* TASK PROMPT
For every line in the records below that holds "Harriet", make a copy.

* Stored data
------------------------

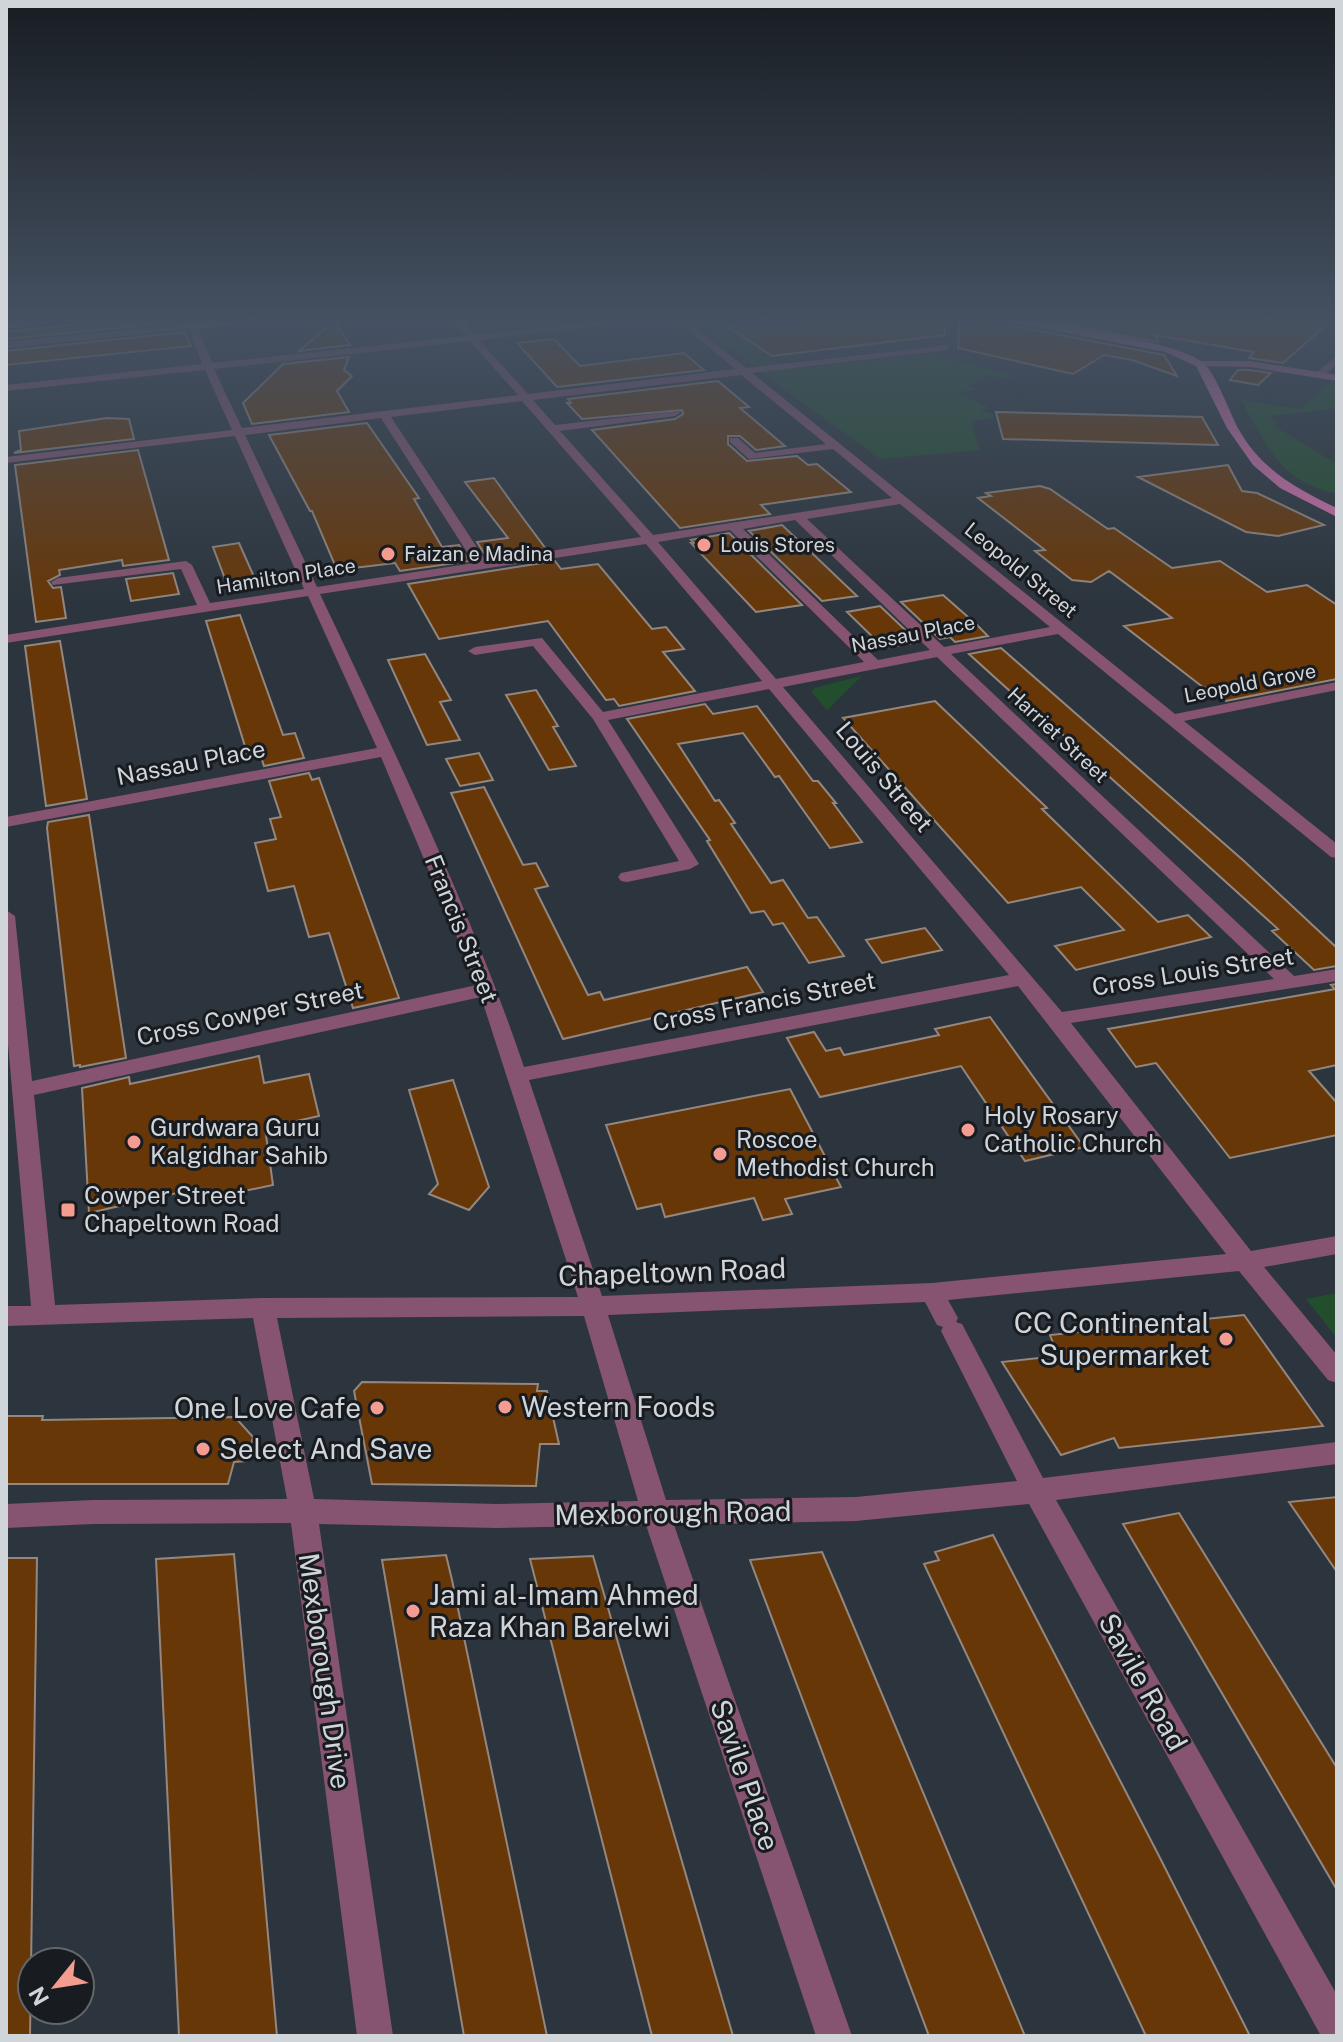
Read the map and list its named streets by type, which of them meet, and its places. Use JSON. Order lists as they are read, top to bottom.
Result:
{
  "streets": {
    "street": [
      "Leopold Street",
      "Hamilton Place",
      "Nassau Place",
      "Leopold Grove",
      "Harriet Street",
      "Louis Street",
      "Francis Street",
      "Cross Louis Street",
      "Cross Francis Street",
      "Cross Cowper Street",
      "Chapeltown Road",
      "Mexborough Road",
      "Mexborough Drive",
      "Savile Road",
      "Savile Place"
    ]
  },
  "crossings": [
    ["Leopold Street", "Hamilton Place"],
    ["Leopold Street", "Nassau Place"],
    ["Leopold Street", "Leopold Grove"],
    ["Hamilton Place", "Harriet Street"],
    ["Hamilton Place", "Louis Street"],
    ["Hamilton Place", "Francis Street"],
    ["Nassau Place", "Harriet Street"],
    ["Nassau Place", "Louis Street"],
    ["Nassau Place", "Francis Street"],
    ["Harriet Street", "Cross Louis Street"],
    ["Louis Street", "Cross Louis Street"],
    ["Louis Street", "Cross Francis Street"],
    ["Louis Street", "Chapeltown Road"],
    ["Francis Street", "Cross Francis Street"],
    ["Francis Street", "Cross Cowper Street"],
    ["Francis Street", "Chapeltown Road"],
    ["Francis Street", "Mexborough Road"],
    ["Francis Street", "Savile Place"],
    ["Chapeltown Road", "Mexborough Drive"],
    ["Chapeltown Road", "Savile Road"],
    ["Mexborough Road", "Mexborough Drive"],
    ["Mexborough Road", "Savile Road"],
    ["Mexborough Road", "Savile Place"]
  ],
  "places": {
    "other": [
      "Louis Stores",
      "Faizan e Madina",
      "Holy Rosary Catholic Church",
      "Gurdwara Guru Kalgidhar Sahib",
      "Roscoe Methodist Church",
      "CC Continental Supermarket",
      "Western Foods",
      "One Love Cafe",
      "Select And Save",
      "Jami al-Imam Ahmed Raza Khan Barelwi"
    ],
    "transit": ["Cowper Street Chapeltown Road"]
  },
  "north": "bottom left"
}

------------------------

* ANSWER TO THE EXERCISE
      "Harriet Street",
    ["Hamilton Place", "Harriet Street"],
    ["Nassau Place", "Harriet Street"],
    ["Harriet Street", "Cross Louis Street"],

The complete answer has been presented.